§ **EXERCISE OBJECTIVE**
Answer with a number only, stating how many lines of the records hold the word "compass".

§ **INPUT DATA**
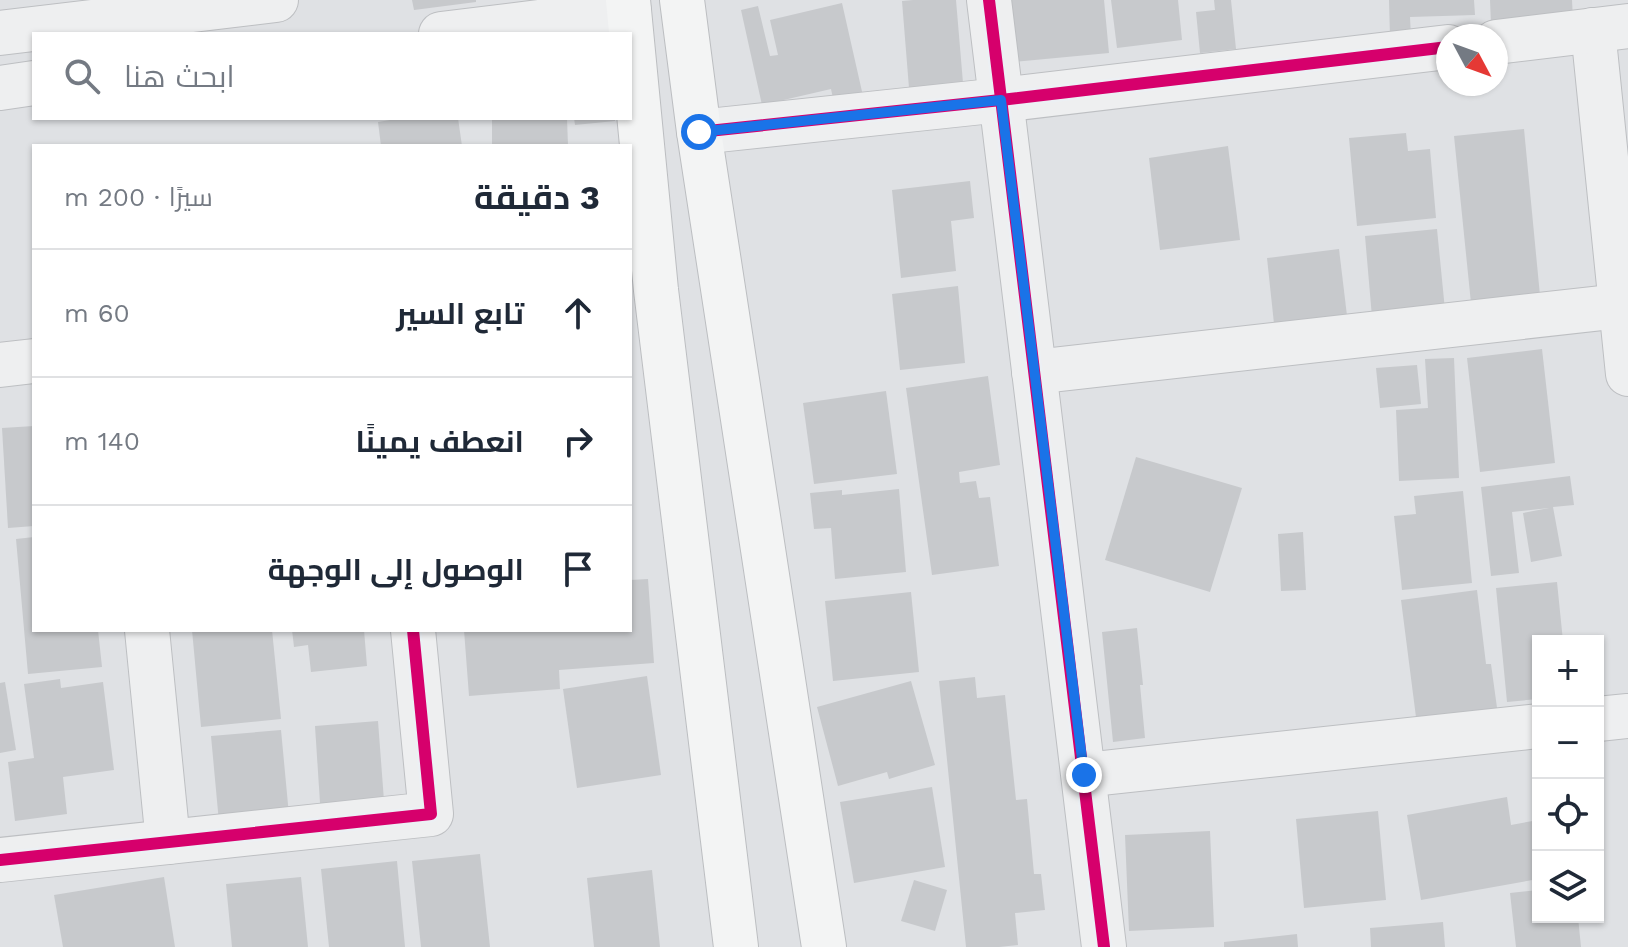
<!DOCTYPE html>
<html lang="ar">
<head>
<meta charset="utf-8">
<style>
  :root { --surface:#fff; --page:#f2f2f3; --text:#1f2937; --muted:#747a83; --line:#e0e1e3 }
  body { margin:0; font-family:"Work Sans",Cairo,sans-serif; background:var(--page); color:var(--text); direction:rtl }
  .controls { position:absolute; right:24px; bottom:24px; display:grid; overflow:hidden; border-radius:0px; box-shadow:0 2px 6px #0004 }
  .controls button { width:72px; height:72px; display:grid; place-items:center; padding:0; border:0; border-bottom:2px solid var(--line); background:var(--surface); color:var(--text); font:40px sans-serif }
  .compass { position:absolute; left:1436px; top:24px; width:72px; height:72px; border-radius:50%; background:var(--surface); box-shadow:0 2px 6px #0004; rotate:131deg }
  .stop { position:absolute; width:24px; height:24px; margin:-18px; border:6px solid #1a73e8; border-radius:50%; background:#fff }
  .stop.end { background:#1a73e8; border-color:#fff; box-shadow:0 2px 8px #0008 }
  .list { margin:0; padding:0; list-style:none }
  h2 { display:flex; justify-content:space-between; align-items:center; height:104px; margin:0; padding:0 32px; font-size:34px }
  h2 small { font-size:26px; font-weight:400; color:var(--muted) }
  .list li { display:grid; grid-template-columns:52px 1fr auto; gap:24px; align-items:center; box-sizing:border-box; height:128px; padding:0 32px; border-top:2px solid var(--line) }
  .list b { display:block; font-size:30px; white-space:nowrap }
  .list em { font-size:26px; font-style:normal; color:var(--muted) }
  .icon { flex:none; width:44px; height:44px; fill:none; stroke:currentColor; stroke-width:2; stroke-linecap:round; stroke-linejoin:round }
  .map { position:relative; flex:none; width:1628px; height:947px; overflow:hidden; direction:ltr }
  .search { position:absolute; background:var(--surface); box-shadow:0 2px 6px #0004; left:32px; top:32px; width:600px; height:88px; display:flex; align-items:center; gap:20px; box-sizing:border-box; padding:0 28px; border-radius:0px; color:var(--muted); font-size:30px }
  .panel { position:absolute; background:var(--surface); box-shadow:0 2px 6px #0004; left:32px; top:144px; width:600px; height:488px; border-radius:0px; direction:rtl }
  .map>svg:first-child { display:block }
</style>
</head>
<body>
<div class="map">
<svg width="1628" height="947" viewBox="0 0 1628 947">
  <rect width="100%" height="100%" fill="#dfe1e4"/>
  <g fill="#c7c9cc">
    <path d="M412 0H476V2L414 10Z"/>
    <path d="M913 0H956L963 83 909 88 902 1Z"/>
    <path d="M1006 0H1104L1109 53 1012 62Z"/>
    <path d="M1111 0H1178L1182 40 1117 48Z"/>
    <path d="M1214 0H1231L1236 49 1200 53 1196 12 1215 10Z"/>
    <path d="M1389 0H1474L1475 15 1410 17 1411 37H1390Z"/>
    <path d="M1490 0H1572L1573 20 1491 24Z"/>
    <path d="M842 3 863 96 834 103 831 89 762 105 741 10 758 6 770 56 778 55 770 20Z"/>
    <path d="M402 118H458L462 146H381L378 122Z"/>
    <path d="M492 118H567L568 146H492Z"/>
    <path d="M574 118H615V121L575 125Z"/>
    <path d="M1524 129 1541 306 1472 313 1454 136Z"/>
    <path d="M1406 133 1408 151 1430 149 1436 218 1357 226 1349 138Z"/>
    <path d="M1228 146 1240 240 1160 250 1149 158Z"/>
    <path d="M970 181 974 218 951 221 956 271 901 278 892 190Z"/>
    <path d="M1437 229 1445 310 1372 317 1365 236Z"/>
    <path d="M1339 249 1348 324 1275 333 1267 258Z"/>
    <path d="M958 286 965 363 900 370 892 294Z"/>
    <path d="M1542 349 1555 463 1480 472 1467 358Z"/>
    <path d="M1454 358 1459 478 1399 481 1396 410 1428 408 1425 359Z"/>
    <path d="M1417 365 1421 404 1380 408 1376 368Z"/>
    <path d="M988 376 1000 465 959 472 960 483 976 481 979 498 990 497 999 566 932 575 906 388Z"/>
    <path d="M886 391 897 474 814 484 803 403Z"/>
    <path d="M34 426V526L8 528 2 428Z"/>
    <path d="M1136 457 1242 488 1210 592 1105 560Z"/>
    <path d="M1570 476 1574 505 1553 507 1562 556 1531 562 1523 513 1549 508 1512 512 1519 573 1491 576 1481 487Z"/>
    <path d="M899 489 906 572 835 579 831 528 814 529 810 493 842 490V495Z"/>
    <path d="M1463 491 1472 583 1402 590 1394 516 1416 514 1414 496Z"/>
    <path d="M1303 532 1306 590 1281 591 1278 534Z"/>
    <path d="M34 537V630H98L102 667 28 674 16 539Z"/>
    <path d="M648 579 654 663 559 670 560 689 469 696 464 630H630V580Z"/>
    <path d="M1557 582 1563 641H1538V699L1507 702 1496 588Z"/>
    <path d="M1477 590 1486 664H1491L1498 715 1417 725 1401 600Z"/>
    <path d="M911 592 919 672 833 681 825 601Z"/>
    <path d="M1137 628 1143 685H1140L1145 738 1113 742 1102 632Z"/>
    <path d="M192 630H272L281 719 201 727Z"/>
    <path d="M292 630H364L367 666 311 672 308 645 294 647Z"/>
    <path d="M647 676 661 775 577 788 563 689Z"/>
    <path d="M975 677 977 698 1005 695 1016 800 1027 799 1034 874H1041L1045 910 1015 913 1018 945 999 947H966L939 681Z"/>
    <path d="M60 679 61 688 103 682 114 770 63 777 67 814 15 821 8 762 34 758 24 684Z"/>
    <path d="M911 681 935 765 889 779 887 772 838 786 817 707Z"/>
    <path d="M5 682 16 750 0 753V683Z"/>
    <path d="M378 721 385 814 321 818 315 726Z"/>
    <path d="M281 730 290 826 220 833 211 736Z"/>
    <path d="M932 787 945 867 854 883 840 802Z"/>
    <path d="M1507 797 1511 825 1538 820V879L1421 900 1407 815Z"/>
    <path d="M1378 811 1386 900 1304 908 1296 819Z"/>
    <path d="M1210 831 1214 927 1129 931 1125 835Z"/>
    <path d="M480 854 490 947H421L412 861Z"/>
    <path d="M397 861 405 947H329L321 869Z"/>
    <path d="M652 870 660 947H594L587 878Z"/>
    <path d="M164 877 175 947H63L54 895Z"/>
    <path d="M301 877 308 947H232L226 884Z"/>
    <path d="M914 880 947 890 935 931 901 921Z"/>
    <path d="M1538 890V917H1578L1581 947H1516L1510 893Z"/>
    <path d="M1443 922 1445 947H1371L1370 928Z"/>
    <path d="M1297 934 1298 947H1224V942Z"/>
  </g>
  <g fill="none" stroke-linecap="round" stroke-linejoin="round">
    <defs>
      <g id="minor">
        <path d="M989 0 1104 947"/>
        <path d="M1593 30 1628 374"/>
        <path d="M0 33 276 0"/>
        <path d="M441 34 629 11"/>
        <path d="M1496 42 1628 26"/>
        <path d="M0 88 34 83"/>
        <path d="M699 132 1001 100 1448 47"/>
        <path d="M0 365 34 361"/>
        <path d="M1034 372 1628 305"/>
        <path d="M147 630 168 842"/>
        <path d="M1598 719 1628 716"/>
        <path d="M1084 775 1538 726"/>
        <path d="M0 860 431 814 413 630"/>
      </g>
      <g id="major">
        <path d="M628 0 656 290 736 947"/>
        <path d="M682 0 699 132 824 947"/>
      </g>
    </defs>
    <use href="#minor" stroke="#bdbfc2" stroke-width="46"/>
    <use href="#major" stroke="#bcbec1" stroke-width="46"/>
    <use href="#minor" stroke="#eeeff0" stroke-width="44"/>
    <use href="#major" stroke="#f3f4f4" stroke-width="44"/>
    <defs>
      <g id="cycleway">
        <path d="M989 0 1104 947"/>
        <path d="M699 132 1001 100 1448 47"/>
        <path d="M0 860 431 814 413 630"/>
      </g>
    </defs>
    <use href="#cycleway" stroke="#ecf0f4" stroke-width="17"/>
    <use href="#cycleway" stroke="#d6006c" stroke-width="12"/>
  </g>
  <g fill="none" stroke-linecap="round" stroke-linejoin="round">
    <path stroke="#1a73e8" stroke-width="10" d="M699 132 1001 100 1084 775"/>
  </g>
</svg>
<div class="controls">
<button>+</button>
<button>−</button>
<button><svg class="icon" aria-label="locate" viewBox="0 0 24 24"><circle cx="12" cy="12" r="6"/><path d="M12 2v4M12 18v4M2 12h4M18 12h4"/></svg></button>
<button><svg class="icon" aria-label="layers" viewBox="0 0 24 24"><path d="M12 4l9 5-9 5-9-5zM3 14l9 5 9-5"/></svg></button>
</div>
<svg class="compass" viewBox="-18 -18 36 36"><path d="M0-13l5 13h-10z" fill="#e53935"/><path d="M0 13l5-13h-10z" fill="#747a83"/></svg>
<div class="stop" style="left:699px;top:132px"></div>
<div class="stop end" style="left:1084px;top:775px"></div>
<div class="search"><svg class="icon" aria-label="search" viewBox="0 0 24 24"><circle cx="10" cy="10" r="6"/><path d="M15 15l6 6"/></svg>ابحث هنا</div>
<section class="panel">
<h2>3 دقيقة<small>سيرًا · 200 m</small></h2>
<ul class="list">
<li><svg class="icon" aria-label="ahead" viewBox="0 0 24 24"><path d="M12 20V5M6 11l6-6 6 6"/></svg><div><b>تابع السير</b></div><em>60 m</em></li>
<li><svg class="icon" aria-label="right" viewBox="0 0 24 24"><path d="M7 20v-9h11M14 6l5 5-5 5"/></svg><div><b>انعطف يمينًا</b></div><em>140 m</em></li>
<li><svg class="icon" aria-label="arrive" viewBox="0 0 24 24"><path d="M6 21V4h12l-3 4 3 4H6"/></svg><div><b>الوصول إلى الوجهة</b></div></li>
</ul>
</section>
</div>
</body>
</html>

§ **SOLUTION**
2